In 1916, a leading chemist named Gilbert Lewis suggested that a chemical bond was a pair of electrons shared by two atoms. Based on this insight, he went on to develop a simple model of covalent bonding in nonmetals, usually represented by Lewis dot diagrams. While Lewis dot diagrams are not an accurate model of what a molecule really looks like, they are a simple way to visualize the arrangement of atoms in space and keep track of bond changes during reactions.
A Lewis dot diagram depicts each atom using the symbol for its element from the periodic table. A carbon atom, for example, is represented as a C, while an oxygen atom is represented as an O. Pairs of electrons that are not part of a bond are represented as a pair of dots next to the symbol for their atom, while shared pairs of electrons in covalent bonds are represented as a straight line between the two atoms they join.
All atoms in a Lewis dot diagram want to have eight electrons in their outermost (valence) shell, since this is the most stable configuration. Atoms in period 2 (boron, carbon, nitrogen, oxygen, fluorine) cannot have more than eight electrons, so they can form, at most, four bonds. Atoms in period 3 and below, however, can have more than eight electrons in their valence shell and form more than four bonds. The difference between the number of electrons an atom has in the structure (half the number of electrons in bonding pairs plus the number of electrons in lone pairs) and the number it would have in its elemental state is called the formal charge.
Resonance & VSEPR
Often it's possible to draw more than one valid Lewis dot structure for a molecule. Wherever this is the case, it's assumed that the true structure of the molecule is actually a hybrid of these "resonance structures." Chemists can use a Lewis dot structure to figure out how the atoms are arranged in three dimensions using a technique called VSEPR. VSEPR posits that all electrons pairs, whether they be nonbonding or bonding, repel each other and want to be as far apart as possible; therefore, the bonds will be at angles that maximize their distance from lone pairs and each other.

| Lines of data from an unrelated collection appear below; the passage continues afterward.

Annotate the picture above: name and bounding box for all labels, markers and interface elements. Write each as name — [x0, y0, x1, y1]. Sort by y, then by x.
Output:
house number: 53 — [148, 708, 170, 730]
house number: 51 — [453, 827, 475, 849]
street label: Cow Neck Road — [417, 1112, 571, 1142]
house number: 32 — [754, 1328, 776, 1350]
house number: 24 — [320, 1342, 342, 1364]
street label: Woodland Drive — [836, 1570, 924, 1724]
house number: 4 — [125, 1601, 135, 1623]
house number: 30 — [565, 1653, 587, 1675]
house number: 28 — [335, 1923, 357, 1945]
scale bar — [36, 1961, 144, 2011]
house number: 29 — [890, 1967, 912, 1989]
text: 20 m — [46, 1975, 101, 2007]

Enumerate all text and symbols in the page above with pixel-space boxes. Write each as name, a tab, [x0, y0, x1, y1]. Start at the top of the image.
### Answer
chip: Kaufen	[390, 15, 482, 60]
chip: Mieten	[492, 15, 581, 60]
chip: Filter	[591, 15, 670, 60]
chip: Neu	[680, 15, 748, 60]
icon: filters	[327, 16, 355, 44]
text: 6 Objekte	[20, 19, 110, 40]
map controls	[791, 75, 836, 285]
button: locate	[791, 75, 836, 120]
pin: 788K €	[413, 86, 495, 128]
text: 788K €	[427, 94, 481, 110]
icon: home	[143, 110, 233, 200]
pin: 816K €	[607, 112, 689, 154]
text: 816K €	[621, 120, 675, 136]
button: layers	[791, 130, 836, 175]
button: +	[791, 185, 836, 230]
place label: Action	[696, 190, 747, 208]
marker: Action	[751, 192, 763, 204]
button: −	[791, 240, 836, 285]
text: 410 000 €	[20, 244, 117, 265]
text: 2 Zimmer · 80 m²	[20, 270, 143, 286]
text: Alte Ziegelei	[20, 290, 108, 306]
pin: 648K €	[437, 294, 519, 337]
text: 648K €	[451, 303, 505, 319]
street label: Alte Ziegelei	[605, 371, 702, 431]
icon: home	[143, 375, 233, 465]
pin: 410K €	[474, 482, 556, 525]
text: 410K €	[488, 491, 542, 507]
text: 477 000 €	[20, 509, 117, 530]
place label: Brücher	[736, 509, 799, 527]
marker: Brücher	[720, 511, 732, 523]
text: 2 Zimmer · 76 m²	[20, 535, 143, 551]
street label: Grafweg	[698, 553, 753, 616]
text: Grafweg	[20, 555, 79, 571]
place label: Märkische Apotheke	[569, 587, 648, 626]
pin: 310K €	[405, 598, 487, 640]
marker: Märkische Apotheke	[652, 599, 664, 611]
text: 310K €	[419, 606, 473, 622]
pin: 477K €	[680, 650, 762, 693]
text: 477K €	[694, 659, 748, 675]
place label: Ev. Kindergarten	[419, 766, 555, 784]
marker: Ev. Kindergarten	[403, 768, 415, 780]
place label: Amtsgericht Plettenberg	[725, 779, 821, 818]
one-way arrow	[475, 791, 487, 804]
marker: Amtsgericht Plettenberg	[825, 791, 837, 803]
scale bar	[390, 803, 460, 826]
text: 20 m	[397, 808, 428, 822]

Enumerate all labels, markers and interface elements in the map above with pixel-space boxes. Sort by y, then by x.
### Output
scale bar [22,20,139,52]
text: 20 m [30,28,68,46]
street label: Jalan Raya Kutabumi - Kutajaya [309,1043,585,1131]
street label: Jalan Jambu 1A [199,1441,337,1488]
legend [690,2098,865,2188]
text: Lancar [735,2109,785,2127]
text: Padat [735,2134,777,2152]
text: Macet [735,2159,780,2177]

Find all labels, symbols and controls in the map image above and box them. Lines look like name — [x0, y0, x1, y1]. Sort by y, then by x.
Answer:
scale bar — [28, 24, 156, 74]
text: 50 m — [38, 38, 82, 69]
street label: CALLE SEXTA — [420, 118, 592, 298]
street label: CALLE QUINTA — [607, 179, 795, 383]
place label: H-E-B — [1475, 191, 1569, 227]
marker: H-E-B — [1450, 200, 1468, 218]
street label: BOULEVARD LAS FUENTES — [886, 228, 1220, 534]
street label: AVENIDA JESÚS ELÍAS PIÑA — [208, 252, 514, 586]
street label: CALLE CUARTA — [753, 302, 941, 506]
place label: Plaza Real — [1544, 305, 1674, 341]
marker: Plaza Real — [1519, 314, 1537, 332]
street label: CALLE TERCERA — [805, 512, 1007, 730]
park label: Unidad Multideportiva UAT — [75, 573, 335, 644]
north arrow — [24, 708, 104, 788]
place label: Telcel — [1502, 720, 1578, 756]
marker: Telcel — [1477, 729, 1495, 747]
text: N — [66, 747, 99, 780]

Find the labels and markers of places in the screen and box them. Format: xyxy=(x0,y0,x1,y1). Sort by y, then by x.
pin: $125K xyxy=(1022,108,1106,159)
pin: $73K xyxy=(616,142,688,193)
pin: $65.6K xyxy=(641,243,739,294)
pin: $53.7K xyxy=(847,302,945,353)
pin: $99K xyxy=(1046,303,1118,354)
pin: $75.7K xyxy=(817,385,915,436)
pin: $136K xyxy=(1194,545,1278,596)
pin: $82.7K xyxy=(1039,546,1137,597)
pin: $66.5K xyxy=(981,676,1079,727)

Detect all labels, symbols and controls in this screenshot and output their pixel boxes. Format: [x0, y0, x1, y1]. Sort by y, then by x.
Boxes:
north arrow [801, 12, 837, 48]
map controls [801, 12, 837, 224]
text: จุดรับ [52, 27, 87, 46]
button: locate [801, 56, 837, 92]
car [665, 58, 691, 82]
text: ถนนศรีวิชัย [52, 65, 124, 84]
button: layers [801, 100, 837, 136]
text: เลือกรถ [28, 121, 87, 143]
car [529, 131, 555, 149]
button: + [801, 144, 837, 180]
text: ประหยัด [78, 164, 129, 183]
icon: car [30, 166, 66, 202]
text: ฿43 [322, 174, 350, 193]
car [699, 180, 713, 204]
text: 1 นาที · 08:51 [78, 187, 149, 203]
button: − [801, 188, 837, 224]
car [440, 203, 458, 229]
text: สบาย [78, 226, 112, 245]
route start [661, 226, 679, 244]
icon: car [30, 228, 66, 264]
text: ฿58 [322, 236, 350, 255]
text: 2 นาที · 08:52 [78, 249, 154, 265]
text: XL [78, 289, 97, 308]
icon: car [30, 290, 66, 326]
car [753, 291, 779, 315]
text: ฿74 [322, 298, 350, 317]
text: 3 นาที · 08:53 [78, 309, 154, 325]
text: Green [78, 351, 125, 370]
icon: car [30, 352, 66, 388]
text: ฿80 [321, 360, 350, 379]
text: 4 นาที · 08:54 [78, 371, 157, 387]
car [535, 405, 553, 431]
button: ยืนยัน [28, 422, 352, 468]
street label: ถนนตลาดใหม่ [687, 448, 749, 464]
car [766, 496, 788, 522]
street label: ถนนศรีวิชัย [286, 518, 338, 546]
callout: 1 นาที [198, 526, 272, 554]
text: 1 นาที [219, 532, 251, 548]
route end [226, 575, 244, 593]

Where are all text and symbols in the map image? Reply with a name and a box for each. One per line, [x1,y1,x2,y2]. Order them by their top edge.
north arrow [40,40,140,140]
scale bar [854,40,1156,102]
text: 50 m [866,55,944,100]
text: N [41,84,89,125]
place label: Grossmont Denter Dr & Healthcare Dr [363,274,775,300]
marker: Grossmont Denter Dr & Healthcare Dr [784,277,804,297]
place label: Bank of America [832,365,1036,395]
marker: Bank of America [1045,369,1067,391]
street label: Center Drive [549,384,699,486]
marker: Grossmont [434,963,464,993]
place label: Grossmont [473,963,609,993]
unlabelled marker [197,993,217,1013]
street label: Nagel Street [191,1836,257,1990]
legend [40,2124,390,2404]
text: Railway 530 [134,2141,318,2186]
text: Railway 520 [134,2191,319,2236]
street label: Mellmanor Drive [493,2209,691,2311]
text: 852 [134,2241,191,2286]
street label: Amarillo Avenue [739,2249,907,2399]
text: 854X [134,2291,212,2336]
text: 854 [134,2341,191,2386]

Crude as they may seem, Lewis dot structures coupled with VSEPR are a good way to model many simple molecules; the shapes predicted by VSEPR often accord well with experimental data. Ultimately, however, Lewis structures are not really a description of what a molecule "looks" like. According to the Heisenberg uncertainty principle, it's impossible to know both an electron's location and its momentum at the same time, and electrons have properties characteristic of both waves and particles. Nonetheless, Lewis dot structures are a useful way to understand molecular structure and reactivity, so they remain a popular tool in chemistry.